Although millions of people from Manila to Montreal joined peace rallies on January 18, these may not prevent the US war-machine, fuelled by raw imperial ambition and lust for oil, from attacking Iraq. Americans are now playing a leading role in the peace movement: more than half a million participated in the Washington DC rally, according to media estimates (the DC police initially said 50,000, but revised their figure to 200,000 the next day), while another 200,000 came out in San Francisco. In Canada, more than 15,000 people braved bitterly cold weather to attend a rally in Toronto, and another 20,000 rallied in Montreal. All the rallies were characterised by breadth of participation. On January 24 a CNN poll indicated that 62 percent of Americans would support the war only if it had UN backing.
This mounting opposition is remarkable considering the propaganda to which the US public is subjected, and says much for Americans’ distrust of both their government and their media. The fact that US president Bush and his cabinet remain determined to launch a full-scale attack on Iraq (as opposed to the war of political pressure, sanctions and military operations that has been under way since 1991) shows their real attitude to the people to whom they are supposedly answerable.
Determined opposition is also emerging in other Western countries, particularly France, Russia, China (veto-holding members of the UN security council) and Germany. The report delivered to the Security Council by Hans Blix, head of the UN weapons-inspectorate, on January 27 was inconclusive. It opened by saying that "Iraq has on the whole cooperated rather well so far," but then listed enough question-marks about its weapons-programme for the US to accuse Iraq of being in breach of UN Resolution 1441. How the US will handle this issue remains to be seen; the tone is likely to be set by Bush’s ‘State of the Union’ address on January 28 (after Crescent goes to press). It is unlikely, however, that they will be deflected from their course. Speaking at the World Economic Forum meeting on January 26, US secretary of state Colin Powell has already expressed the US’s willingness to go to war alone, should the UN not provide further legitimation.
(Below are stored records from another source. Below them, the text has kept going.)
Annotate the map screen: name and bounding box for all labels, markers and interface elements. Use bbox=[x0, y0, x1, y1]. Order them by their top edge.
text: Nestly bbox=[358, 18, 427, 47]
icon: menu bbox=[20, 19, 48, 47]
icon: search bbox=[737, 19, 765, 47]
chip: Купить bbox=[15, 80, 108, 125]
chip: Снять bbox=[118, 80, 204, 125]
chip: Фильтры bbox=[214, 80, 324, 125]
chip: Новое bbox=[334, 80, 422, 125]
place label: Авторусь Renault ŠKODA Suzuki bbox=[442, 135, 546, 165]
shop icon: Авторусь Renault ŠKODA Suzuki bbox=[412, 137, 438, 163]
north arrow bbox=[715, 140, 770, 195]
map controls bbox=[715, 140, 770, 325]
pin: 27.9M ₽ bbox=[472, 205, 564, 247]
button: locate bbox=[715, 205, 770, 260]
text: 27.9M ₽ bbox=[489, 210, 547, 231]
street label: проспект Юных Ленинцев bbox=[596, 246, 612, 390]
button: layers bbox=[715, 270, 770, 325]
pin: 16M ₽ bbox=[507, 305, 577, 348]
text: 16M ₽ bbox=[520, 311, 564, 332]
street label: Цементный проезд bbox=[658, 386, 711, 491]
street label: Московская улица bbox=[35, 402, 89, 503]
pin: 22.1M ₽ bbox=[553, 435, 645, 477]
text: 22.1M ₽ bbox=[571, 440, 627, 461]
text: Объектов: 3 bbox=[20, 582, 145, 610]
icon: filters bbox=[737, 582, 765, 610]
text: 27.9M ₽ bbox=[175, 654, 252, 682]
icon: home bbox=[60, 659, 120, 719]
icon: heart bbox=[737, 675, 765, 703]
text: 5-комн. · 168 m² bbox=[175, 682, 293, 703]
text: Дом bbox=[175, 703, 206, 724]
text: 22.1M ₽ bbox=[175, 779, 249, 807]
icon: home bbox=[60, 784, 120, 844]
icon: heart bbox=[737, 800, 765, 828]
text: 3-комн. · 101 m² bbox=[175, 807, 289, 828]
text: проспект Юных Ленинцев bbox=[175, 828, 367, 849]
Despite US defence secretary Donald Rumsfeld’s claim to have a "coalition of the willing" ready to support the US even without a UN resolution, the reality is that the US is becoming increasingly isolated on this issue. Apart from Britain and Israel, not a single country has come out in total support of the US’s plans. British prime minister Tony Blair is facing a near-revolt in his governing Labour Party, despite his spin-doctors’ claims that he is only supporting Bush in order to moderate Washington’s position. America’s client regimes in the Arab world, meanwhile, are trying to find a resolution to avoid a backlash from their people, should they be forced to support the US’s agenda. Their efforts to persuade Saddam Hussein to go into exile to spare his people this war are unlikely to have much effect; Saddam has never worried about his people before.
It is impossible to make predictions about the future with any certainty, but the US is likely to launch its war some time after mid-February. By then it will have amassed 150,000 troops and at least four aircraft-carrier battle-groups in the region. It is unlikely that Bush will allow this force home without obtaining what he set out to get: regime-change in Baghdad and control of Iraq’s oil. Before the attack, however, we can expect a further demonstration of the US’s manipulative political skills, as the Bush team tries to get UN support. Before Resolution 1441 was passed in November, the US threatened to render the UN irrelevant by ignoring it; that was enough to bring the Security Council into line. If more pressure is needed this time, a flashpoint may be found: a major bust-up in Iraq, or a biological-weapons scare, like the still-unexplained anthrax episode that followed September 11, or even another terrorist incident. Any of these would add to the pressure on the UN, or at least change public opinion in the US sufficiently to enable Washington to by-pass the UN without domestic political fall-out.
People elsewhere would probably not be moved. But Washington knows that few of them have any illusions about the US anyway. The US knows why it is hated worldwide, and doesn’t care as long as it can pursue its agenda with impunity. Such is the reality of the enemy we face, Muslims and non-Muslims alike, everywhere.